Another possibility for transparent areas on filtered images, is to set the colour so that the filtered difference is zero. For best effect though, this would have to be done at the same time as chosing the row filters, and it would probably only save you from having to compress a single edge (the bottom/right one).
There's only so much potential when compressing the alpha channel. For example, if you have solid white with alpha on solid black, the alpha channel will behave like grayscale, so will have the same compression possibilities. Of course, that's a bit of an extreme case, but it's probably quite hard to probably detect and account for. Something like that may have to be controlled on a per-image basis.
I can see potetential for more alpha-related optimisation though - the more transparent a pixel, the more freedom you have to play with its value. I couldn't say what the best way to use that would be, though...
Edited by counting_pine at
David at
I have been looking into this over the past few weeks myself.
The area of quantization is somewhat active in academic research these days. It might be worth looking into what has been published. Very often the papers don't consider transparency data, but I would think that most could be extended to handle a fourth channel, and indeed some already have: see http://pngnq.sourceforge.net/
Much of the work centers on emergent adaptive approaches like neural networks or genetic algorithms (and even both simultaneously).
Some researchers try to make a distinction between error and accuracy, but I see these as more or less the same thing, only developing a system based on (perceptual) accuracy is really just defining your error calculation with a bias that takes into account what the eye can perceive.
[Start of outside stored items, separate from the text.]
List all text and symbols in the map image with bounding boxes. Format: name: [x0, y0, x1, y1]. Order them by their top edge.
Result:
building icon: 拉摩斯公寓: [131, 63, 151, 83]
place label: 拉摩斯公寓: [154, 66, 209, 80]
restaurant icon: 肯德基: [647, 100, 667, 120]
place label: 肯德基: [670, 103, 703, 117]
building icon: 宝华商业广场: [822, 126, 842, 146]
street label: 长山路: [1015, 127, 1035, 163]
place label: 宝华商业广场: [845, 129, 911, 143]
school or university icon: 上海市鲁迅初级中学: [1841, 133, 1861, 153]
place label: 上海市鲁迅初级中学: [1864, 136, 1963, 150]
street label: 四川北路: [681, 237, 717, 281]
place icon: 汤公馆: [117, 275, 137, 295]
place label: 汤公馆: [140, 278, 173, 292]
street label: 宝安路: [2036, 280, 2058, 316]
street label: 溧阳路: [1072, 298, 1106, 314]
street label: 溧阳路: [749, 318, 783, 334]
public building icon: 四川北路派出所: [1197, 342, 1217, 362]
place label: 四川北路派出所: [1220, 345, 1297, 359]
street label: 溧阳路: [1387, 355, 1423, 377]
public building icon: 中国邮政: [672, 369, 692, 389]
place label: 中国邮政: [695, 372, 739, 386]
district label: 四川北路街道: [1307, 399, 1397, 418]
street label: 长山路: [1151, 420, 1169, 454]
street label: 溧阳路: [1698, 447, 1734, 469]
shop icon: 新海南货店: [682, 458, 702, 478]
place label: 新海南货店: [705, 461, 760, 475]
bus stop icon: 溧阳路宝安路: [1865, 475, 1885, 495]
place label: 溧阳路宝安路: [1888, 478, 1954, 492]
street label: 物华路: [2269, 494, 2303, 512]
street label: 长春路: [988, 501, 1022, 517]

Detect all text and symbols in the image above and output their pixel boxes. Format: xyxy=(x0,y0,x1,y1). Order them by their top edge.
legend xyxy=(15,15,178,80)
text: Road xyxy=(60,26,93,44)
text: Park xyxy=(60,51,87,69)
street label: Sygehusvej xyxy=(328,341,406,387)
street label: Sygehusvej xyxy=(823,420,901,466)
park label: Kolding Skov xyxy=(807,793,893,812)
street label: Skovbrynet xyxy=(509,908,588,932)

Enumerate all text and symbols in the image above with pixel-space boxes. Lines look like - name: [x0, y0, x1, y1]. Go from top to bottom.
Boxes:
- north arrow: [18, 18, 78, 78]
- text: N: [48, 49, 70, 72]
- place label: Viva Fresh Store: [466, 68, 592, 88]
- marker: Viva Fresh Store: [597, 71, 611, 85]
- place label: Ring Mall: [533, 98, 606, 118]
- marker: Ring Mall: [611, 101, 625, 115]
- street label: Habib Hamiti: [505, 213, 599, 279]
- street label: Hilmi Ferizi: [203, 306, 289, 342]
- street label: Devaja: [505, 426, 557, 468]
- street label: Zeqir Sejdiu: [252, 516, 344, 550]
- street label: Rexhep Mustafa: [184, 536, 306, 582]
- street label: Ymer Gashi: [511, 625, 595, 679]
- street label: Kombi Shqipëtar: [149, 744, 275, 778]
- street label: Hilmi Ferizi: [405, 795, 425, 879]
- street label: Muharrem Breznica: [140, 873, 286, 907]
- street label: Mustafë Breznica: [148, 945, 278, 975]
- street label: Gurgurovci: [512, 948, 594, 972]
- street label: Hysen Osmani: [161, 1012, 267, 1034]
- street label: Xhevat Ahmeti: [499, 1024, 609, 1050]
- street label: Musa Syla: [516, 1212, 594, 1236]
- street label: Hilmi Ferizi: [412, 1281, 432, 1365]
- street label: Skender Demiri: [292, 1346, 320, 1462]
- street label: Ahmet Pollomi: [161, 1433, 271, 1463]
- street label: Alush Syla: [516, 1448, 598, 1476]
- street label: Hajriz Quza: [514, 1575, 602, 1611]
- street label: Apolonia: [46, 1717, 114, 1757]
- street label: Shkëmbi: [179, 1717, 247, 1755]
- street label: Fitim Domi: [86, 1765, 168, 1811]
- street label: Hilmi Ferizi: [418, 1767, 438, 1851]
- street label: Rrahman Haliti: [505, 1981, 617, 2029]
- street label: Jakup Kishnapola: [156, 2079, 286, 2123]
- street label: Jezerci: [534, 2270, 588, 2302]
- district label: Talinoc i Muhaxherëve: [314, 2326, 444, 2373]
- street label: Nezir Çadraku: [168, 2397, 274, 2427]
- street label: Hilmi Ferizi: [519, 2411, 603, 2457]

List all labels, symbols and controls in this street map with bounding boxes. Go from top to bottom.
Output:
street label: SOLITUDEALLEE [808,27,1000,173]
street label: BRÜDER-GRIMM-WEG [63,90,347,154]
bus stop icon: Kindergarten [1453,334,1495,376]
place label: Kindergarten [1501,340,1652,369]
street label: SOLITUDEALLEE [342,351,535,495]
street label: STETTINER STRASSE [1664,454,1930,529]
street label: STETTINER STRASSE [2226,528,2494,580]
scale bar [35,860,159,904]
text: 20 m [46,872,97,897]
There does seem to be a big gap between the published works and what the typical image editor does. Photoshop doesn't even process transparency data correctly when quantizing: it blasts the transparency info as part of the process.
I'm not announcing any products here, but this would make a very nice complement to PNGOUT. It has been a while since I coded up a GA, but I did have the fortune of taking a class in emergent computation with John Holland himself when I was getting my degree.